XII. GROUP_CONCAT Function
Syntax:
GROUP_CONCAT([DISTINCT] exp [ORDER BY col_name,..[seprator sep]);
- This function will return a string with the concatenated non-NULL values from the group.
- The distinct keyword eliminates the duplicate strings before concatenating the strings
- The separator clause specified appears as a separator between each string element in the final result. The default separator is a comma(,)
- If we provide non-NULL values, NULL is returned.
Let's see an example:
We will be using the 'Country' table
Which looks like this:
Example with the group by clause:
MariaDB [student]> select state, group_concat(city) city from country group by state;
Here we can see the cities are grouped based on states. All the cities are concatenated.

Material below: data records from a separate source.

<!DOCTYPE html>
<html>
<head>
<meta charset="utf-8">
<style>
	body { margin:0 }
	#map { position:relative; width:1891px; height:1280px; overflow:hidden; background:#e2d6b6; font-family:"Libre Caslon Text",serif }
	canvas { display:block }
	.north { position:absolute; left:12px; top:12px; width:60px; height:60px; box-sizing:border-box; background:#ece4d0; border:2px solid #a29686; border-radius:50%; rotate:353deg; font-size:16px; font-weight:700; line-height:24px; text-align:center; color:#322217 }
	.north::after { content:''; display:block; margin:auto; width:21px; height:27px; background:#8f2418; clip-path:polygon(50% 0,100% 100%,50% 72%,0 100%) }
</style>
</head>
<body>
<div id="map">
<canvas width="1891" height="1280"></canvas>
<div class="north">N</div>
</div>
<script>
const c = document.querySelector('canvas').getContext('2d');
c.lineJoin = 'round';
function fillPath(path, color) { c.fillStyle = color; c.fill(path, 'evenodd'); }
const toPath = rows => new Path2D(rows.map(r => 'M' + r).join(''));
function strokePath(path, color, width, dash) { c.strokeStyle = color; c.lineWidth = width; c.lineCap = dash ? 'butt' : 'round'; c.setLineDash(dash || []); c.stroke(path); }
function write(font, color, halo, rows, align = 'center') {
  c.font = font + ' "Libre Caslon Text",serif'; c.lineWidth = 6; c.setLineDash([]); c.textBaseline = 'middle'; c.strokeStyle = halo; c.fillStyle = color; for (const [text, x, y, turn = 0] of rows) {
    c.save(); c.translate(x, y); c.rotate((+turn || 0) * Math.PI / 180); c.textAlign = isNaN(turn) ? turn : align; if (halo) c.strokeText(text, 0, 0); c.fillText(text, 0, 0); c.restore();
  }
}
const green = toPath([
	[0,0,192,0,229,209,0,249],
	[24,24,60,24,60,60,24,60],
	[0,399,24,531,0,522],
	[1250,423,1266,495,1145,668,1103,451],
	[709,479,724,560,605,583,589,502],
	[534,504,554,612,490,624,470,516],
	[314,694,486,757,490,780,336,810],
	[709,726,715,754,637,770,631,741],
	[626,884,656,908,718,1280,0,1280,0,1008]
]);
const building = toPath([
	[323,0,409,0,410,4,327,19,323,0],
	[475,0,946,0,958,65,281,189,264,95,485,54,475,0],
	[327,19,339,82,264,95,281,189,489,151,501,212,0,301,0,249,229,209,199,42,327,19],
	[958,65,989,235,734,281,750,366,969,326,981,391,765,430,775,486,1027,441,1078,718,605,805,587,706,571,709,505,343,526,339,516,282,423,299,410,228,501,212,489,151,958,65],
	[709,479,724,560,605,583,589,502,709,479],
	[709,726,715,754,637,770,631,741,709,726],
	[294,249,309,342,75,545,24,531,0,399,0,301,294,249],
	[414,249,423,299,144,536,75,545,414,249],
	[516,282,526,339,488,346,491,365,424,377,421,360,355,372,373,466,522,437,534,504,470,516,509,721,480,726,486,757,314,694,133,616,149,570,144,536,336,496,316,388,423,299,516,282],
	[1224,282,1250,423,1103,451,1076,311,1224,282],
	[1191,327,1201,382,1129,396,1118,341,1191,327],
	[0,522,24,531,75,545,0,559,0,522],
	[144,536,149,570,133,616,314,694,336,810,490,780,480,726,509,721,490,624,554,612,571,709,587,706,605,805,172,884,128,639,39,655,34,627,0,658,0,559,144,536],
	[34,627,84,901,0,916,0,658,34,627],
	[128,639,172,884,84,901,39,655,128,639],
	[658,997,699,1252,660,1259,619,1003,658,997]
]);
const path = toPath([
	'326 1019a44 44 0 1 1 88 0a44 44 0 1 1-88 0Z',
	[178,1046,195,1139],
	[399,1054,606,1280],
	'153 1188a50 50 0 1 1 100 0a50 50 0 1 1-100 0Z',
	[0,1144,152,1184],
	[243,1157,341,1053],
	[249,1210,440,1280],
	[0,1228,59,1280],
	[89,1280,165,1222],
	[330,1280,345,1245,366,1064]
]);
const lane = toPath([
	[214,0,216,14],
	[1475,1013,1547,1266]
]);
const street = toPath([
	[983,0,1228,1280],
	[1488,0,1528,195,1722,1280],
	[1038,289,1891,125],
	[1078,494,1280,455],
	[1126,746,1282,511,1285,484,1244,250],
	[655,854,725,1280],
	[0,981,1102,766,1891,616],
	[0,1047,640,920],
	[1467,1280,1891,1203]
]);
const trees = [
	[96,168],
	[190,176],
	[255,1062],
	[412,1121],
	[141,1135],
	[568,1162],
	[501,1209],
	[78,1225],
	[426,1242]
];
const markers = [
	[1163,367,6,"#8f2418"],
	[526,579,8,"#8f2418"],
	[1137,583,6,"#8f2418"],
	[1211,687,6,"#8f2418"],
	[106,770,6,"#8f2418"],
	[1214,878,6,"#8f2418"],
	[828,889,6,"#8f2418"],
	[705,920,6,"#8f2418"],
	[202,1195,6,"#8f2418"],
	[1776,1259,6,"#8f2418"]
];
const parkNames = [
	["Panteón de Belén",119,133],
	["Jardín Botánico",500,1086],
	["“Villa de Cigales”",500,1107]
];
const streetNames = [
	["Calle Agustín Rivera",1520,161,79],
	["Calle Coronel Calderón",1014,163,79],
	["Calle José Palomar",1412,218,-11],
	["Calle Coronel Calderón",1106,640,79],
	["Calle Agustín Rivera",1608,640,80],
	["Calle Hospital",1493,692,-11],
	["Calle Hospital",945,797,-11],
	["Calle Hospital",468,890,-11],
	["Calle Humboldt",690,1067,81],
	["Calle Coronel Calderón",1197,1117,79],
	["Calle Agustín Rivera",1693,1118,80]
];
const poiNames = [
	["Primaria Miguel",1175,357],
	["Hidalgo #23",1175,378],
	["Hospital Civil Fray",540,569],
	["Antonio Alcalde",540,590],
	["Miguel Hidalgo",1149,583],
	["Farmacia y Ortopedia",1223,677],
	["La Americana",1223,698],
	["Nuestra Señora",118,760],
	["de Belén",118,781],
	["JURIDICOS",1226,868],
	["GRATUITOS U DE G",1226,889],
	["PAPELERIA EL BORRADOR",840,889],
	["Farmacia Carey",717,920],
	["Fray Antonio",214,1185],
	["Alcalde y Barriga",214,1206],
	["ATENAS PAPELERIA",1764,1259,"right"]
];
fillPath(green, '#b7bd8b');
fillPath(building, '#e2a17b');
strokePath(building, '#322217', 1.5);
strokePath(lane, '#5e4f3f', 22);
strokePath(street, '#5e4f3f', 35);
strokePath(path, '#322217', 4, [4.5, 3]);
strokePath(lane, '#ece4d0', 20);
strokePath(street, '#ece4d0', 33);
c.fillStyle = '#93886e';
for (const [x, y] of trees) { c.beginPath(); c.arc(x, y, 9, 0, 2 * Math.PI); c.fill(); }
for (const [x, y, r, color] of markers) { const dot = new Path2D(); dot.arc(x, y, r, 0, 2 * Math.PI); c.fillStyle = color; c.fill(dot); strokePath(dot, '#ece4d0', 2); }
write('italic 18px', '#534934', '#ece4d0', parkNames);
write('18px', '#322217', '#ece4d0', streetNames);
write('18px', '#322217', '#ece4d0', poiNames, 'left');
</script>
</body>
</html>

Example with an order by clause:
MariaDB [student]> select state, group_concat(city) city from country group by state order by state;
In the above example, the cities are grouped based on states. All the cities are concatenated.

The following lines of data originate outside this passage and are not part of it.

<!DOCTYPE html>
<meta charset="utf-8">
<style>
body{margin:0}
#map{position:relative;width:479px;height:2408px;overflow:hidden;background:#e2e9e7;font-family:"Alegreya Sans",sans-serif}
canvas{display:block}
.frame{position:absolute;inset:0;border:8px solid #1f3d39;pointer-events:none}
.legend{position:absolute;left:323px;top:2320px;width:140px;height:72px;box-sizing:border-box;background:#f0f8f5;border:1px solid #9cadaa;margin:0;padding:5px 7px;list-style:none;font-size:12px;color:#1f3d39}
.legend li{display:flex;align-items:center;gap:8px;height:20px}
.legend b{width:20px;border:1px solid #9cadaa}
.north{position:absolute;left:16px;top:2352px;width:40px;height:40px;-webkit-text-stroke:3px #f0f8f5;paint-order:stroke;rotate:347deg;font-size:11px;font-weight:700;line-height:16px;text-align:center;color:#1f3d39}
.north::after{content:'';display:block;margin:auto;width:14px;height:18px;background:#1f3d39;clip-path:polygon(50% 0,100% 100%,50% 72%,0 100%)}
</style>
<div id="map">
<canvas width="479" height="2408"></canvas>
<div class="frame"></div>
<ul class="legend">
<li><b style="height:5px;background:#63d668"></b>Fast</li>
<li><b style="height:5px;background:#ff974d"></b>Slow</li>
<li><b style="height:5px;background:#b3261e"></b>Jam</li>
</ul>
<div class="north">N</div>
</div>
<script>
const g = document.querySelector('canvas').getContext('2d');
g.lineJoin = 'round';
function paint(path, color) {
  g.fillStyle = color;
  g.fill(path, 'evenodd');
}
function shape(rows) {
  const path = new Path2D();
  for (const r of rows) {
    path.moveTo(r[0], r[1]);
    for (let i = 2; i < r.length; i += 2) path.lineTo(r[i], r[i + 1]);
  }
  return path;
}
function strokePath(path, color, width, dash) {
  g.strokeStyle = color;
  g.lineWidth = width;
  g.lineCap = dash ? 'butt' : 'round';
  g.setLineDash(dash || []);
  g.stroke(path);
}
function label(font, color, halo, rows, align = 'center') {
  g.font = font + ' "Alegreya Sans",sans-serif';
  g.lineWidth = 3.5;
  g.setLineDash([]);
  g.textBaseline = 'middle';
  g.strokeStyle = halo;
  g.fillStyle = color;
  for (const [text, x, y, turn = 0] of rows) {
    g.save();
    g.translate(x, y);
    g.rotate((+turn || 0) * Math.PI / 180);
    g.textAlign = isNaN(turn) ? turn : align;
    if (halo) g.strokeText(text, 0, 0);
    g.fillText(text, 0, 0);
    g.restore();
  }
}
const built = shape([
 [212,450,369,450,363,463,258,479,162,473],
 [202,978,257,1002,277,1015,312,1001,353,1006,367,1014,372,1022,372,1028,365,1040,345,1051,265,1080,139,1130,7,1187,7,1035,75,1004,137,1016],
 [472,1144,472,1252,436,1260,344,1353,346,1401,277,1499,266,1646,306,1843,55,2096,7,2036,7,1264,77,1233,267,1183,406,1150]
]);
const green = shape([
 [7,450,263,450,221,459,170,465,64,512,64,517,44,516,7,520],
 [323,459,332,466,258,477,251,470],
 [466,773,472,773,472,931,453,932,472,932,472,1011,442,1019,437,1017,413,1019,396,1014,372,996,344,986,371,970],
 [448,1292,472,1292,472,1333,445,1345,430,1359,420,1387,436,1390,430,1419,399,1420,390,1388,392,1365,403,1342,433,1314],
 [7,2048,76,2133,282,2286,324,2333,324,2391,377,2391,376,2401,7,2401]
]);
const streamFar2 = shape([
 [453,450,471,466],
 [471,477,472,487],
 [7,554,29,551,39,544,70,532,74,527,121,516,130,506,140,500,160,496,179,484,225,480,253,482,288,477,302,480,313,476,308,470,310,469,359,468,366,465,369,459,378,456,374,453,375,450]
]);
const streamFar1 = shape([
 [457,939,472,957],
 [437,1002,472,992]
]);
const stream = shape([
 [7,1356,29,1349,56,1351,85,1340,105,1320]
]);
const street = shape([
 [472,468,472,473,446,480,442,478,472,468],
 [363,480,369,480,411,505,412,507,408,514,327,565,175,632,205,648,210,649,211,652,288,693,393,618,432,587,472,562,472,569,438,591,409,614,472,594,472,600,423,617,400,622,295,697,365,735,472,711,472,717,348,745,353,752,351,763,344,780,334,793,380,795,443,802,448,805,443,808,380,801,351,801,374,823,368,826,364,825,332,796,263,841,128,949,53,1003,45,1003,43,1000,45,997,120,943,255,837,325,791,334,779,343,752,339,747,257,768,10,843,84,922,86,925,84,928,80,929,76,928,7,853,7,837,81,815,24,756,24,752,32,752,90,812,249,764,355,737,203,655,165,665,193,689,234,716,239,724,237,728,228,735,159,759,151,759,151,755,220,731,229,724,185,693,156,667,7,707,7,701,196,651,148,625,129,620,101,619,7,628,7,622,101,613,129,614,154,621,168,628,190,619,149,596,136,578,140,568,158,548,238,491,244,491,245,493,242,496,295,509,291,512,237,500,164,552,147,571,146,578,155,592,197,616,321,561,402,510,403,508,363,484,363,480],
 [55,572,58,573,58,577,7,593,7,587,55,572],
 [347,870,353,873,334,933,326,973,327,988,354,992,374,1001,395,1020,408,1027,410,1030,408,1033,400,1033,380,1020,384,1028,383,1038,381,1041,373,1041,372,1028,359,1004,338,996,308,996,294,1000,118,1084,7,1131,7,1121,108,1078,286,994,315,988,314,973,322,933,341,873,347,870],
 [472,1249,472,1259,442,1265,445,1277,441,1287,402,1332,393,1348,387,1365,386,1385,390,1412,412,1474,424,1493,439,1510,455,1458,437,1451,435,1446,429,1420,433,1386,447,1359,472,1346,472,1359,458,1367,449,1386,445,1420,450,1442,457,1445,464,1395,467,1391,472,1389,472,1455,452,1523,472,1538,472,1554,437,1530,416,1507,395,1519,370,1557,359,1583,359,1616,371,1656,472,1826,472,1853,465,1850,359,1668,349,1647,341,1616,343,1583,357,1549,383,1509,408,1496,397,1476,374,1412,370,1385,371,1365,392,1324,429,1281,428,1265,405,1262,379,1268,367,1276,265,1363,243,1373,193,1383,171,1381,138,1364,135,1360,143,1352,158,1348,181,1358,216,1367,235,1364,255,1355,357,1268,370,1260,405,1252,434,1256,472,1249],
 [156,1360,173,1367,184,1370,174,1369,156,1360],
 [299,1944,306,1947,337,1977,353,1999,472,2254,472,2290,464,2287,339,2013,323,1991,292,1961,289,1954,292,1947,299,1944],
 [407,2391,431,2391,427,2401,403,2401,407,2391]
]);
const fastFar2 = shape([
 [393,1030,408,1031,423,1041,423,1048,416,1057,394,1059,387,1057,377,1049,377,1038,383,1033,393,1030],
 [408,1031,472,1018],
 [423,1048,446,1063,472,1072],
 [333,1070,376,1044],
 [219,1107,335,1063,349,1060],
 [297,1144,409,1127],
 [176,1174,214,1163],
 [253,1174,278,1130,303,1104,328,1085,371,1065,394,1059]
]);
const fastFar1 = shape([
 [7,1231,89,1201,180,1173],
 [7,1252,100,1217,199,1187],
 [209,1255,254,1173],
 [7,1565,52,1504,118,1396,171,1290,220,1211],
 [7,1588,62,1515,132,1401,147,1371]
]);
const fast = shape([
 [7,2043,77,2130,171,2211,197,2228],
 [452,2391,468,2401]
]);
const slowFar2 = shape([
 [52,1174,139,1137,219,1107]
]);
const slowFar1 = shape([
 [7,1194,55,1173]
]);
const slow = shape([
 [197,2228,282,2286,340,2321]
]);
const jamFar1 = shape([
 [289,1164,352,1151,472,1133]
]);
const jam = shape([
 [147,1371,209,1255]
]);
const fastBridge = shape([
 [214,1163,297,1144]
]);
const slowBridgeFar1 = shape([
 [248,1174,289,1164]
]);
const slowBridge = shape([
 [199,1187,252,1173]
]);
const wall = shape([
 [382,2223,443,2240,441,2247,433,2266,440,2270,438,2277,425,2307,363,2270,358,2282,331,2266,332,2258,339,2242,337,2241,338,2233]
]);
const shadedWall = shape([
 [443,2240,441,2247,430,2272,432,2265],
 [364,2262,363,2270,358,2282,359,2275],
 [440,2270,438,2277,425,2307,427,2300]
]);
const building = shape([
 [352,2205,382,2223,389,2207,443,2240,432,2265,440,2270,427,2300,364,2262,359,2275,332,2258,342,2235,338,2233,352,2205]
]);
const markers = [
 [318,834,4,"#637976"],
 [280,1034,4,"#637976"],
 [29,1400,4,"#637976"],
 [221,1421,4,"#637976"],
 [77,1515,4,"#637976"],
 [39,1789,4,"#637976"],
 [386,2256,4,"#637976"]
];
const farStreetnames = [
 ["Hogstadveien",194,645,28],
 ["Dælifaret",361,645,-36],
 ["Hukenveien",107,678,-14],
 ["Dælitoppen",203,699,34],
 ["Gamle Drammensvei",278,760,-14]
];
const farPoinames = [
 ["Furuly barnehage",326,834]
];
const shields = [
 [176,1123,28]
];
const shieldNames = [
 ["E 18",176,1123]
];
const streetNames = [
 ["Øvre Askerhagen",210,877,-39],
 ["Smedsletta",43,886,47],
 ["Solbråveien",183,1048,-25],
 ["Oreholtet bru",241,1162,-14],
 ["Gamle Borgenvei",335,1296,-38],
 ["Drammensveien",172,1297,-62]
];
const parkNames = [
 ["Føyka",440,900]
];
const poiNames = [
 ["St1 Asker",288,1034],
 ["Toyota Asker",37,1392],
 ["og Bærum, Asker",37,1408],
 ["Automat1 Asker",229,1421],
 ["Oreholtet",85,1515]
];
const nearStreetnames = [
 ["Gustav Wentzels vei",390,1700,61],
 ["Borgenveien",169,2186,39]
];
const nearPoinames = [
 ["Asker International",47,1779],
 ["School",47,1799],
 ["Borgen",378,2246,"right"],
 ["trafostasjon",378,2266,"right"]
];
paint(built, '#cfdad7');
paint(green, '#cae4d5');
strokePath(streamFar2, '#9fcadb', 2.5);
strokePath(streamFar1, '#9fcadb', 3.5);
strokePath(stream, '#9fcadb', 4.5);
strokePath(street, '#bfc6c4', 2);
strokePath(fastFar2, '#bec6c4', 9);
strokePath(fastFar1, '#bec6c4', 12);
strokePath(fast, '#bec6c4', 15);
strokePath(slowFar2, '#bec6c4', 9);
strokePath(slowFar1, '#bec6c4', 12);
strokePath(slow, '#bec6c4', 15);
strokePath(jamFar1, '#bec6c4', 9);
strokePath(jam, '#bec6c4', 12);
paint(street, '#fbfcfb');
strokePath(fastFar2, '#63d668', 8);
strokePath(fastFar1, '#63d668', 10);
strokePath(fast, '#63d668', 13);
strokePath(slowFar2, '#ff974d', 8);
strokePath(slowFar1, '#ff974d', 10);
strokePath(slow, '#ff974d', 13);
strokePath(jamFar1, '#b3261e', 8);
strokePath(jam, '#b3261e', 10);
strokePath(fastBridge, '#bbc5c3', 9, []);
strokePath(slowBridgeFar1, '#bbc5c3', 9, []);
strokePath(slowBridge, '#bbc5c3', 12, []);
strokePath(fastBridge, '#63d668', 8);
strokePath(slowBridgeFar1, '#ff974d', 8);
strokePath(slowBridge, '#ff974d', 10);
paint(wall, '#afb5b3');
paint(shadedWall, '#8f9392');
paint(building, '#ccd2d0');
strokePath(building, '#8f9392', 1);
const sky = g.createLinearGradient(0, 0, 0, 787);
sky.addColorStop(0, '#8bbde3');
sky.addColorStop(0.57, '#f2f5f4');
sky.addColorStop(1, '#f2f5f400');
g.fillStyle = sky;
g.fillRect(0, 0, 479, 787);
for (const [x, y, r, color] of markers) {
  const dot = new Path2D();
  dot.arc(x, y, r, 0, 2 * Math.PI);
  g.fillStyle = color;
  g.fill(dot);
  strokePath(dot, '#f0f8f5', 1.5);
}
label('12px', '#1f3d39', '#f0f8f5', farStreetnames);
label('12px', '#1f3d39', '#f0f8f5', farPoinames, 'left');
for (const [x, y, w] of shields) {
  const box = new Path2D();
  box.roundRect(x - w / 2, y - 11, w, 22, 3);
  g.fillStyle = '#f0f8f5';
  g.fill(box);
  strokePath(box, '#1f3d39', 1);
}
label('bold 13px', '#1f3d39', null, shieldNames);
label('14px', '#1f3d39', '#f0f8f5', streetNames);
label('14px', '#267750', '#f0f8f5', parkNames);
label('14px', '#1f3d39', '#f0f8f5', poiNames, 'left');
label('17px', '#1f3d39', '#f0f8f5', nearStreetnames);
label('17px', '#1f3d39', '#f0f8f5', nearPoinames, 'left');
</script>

And finally, the result is ordered based on state alphabetically in ascending order.
Using different separators – '/.'
By default, comma(,) is a separator, but we can also mention the separator we wish to as follows:
MariaDB [student]> select state, group_concat(city order by city separator '/' )from country group by state order by city;
Here we have mentioned the / with the separator keyword. As we can see, the cities are separated by /.
Next, lets use another separator:
MariaDB [student]> select state, group_concat(DISTINCT city order by city separator '\n' )from country group by state order by city;
Here we can see the '\n' is used, which is used for the new line as we can see the cities are showed in the new line.
We have used DISTINCT, which shows unique value.